## REQUIRED WORK
The answer must be a single number: how many lines of the entries below include "white".

[DATA FOR THIS TASK — start]

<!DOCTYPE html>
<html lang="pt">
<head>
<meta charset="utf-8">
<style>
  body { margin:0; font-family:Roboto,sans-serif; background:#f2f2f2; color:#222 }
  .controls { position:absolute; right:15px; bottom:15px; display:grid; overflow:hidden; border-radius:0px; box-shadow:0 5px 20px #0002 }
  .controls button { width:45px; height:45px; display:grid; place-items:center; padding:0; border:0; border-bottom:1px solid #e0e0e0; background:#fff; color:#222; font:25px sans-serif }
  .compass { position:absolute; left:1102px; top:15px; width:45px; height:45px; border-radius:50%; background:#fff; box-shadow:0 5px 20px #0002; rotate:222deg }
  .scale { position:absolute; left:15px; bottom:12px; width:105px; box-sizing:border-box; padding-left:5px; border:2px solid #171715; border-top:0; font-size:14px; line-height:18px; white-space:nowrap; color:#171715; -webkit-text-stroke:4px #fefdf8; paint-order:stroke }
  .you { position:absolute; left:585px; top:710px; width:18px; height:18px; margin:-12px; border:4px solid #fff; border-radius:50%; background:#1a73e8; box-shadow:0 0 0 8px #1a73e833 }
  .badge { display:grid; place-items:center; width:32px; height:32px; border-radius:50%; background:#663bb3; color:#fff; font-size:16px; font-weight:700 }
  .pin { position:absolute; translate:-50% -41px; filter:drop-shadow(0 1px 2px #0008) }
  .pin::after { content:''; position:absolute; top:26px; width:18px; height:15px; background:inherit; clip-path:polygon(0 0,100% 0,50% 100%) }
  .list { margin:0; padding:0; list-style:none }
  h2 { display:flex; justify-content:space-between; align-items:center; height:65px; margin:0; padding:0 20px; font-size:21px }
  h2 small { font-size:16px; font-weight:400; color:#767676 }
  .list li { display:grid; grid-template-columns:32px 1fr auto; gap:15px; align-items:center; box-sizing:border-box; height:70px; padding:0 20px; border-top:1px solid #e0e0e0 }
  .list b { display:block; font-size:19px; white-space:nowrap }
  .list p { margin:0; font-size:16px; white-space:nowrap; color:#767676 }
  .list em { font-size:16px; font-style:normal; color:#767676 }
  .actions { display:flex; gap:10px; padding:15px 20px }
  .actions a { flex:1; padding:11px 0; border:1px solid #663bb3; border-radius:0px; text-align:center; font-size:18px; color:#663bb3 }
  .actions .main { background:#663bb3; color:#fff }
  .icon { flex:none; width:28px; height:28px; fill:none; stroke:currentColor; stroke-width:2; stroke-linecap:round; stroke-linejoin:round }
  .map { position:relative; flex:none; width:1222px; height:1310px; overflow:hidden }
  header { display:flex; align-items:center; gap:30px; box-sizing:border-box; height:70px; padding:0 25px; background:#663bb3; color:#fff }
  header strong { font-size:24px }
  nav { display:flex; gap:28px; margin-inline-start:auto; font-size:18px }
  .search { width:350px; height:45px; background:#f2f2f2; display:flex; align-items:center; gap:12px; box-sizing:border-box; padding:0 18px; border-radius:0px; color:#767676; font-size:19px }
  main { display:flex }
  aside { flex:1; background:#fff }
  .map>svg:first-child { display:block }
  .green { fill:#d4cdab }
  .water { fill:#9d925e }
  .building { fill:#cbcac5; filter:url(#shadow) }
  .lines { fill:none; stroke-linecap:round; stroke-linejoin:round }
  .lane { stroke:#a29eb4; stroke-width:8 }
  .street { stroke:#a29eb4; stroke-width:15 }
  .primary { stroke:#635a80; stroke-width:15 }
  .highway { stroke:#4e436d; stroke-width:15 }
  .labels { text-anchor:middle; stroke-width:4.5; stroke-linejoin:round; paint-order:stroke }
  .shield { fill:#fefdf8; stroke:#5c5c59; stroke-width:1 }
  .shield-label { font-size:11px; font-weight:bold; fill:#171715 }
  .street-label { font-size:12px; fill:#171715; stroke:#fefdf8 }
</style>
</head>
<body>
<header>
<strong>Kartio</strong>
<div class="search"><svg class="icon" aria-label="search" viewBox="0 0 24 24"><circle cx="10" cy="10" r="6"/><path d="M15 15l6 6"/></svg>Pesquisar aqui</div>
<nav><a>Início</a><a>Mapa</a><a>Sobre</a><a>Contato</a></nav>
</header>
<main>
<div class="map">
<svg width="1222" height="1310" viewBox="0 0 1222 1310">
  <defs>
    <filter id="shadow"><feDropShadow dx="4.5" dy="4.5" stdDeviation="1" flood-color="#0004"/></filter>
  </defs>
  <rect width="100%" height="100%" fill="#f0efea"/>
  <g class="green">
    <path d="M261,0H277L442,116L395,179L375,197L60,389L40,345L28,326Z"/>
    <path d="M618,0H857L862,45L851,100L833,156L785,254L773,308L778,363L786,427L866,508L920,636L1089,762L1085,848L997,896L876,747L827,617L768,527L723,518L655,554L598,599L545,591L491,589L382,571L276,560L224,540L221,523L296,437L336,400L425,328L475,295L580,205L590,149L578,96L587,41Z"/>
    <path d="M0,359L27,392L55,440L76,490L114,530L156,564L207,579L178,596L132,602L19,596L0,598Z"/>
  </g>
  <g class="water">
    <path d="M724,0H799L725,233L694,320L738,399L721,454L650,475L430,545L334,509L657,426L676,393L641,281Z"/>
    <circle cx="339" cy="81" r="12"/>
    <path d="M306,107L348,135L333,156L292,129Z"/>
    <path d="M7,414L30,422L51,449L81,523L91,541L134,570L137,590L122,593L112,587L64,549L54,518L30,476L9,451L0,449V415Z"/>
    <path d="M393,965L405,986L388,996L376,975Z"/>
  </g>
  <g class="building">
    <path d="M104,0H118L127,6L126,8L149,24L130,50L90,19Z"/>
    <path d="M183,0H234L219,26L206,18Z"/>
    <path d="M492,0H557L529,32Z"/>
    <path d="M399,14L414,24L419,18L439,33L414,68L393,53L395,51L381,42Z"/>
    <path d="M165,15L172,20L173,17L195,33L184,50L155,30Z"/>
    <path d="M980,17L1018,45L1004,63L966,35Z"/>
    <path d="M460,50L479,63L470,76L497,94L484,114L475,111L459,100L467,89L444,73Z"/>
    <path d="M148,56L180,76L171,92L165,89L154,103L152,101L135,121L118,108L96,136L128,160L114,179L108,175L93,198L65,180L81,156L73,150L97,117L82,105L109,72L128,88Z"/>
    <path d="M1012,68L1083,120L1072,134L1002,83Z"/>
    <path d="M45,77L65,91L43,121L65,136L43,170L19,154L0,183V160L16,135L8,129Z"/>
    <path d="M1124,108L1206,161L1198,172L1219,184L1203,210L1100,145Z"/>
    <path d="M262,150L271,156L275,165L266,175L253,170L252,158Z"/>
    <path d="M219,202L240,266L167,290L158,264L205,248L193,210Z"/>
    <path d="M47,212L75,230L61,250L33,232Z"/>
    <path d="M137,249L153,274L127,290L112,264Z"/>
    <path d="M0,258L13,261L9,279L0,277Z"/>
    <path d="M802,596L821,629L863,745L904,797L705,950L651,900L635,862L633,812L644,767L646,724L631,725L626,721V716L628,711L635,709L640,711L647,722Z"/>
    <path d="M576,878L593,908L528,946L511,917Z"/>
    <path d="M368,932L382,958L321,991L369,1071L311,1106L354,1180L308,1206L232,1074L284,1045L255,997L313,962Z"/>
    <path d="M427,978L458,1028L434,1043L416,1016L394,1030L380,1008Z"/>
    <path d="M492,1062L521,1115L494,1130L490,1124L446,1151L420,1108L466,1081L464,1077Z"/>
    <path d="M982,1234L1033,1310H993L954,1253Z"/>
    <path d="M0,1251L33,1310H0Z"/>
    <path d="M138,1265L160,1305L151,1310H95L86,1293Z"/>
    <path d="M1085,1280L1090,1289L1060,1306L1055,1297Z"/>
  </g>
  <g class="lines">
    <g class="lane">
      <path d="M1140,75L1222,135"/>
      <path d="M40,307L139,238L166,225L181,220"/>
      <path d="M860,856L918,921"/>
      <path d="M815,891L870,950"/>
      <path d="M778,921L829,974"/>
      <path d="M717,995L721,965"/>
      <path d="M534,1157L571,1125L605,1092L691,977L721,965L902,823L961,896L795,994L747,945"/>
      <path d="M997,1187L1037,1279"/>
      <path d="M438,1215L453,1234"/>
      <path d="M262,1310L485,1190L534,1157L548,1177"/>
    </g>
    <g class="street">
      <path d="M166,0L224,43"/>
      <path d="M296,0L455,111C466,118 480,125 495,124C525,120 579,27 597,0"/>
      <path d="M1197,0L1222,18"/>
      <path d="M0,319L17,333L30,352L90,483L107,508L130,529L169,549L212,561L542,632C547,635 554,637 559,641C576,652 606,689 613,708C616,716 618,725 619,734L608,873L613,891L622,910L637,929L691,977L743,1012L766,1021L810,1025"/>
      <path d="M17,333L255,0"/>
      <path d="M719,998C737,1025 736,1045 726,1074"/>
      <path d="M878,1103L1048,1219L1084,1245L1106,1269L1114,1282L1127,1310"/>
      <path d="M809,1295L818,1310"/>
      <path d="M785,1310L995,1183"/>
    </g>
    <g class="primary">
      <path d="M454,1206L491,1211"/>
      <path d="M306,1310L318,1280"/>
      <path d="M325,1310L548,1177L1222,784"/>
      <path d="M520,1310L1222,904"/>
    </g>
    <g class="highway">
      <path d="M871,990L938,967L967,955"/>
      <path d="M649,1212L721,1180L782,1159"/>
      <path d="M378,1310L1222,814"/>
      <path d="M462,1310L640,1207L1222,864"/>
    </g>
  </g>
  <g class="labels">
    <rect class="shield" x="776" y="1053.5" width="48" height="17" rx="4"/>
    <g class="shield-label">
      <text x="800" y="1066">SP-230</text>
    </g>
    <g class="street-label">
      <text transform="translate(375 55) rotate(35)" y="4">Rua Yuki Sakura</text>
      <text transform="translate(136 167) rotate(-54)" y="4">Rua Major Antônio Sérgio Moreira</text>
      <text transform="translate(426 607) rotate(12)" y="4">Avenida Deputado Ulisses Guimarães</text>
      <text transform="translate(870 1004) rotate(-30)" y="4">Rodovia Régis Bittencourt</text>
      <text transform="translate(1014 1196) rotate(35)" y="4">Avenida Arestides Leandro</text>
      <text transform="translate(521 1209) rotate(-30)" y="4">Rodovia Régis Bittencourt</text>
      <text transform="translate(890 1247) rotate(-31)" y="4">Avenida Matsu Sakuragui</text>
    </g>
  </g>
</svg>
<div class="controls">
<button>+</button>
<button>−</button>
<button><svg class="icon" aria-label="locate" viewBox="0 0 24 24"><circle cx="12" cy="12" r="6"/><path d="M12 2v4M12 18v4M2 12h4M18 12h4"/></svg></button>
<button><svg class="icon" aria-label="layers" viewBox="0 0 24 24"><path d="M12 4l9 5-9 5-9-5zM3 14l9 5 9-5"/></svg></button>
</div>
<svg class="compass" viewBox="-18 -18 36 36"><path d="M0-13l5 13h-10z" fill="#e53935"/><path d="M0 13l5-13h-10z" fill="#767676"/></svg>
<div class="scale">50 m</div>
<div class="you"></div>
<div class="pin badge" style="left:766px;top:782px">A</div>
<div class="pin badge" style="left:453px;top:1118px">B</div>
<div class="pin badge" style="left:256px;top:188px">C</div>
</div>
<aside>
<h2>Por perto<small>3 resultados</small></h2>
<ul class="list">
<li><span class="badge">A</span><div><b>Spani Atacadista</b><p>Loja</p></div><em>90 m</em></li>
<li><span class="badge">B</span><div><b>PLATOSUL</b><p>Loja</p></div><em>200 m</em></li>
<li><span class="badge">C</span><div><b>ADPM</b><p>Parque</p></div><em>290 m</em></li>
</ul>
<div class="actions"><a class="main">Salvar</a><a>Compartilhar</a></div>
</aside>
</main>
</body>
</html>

[DATA FOR THIS TASK — finish]

## THE ANSWER
3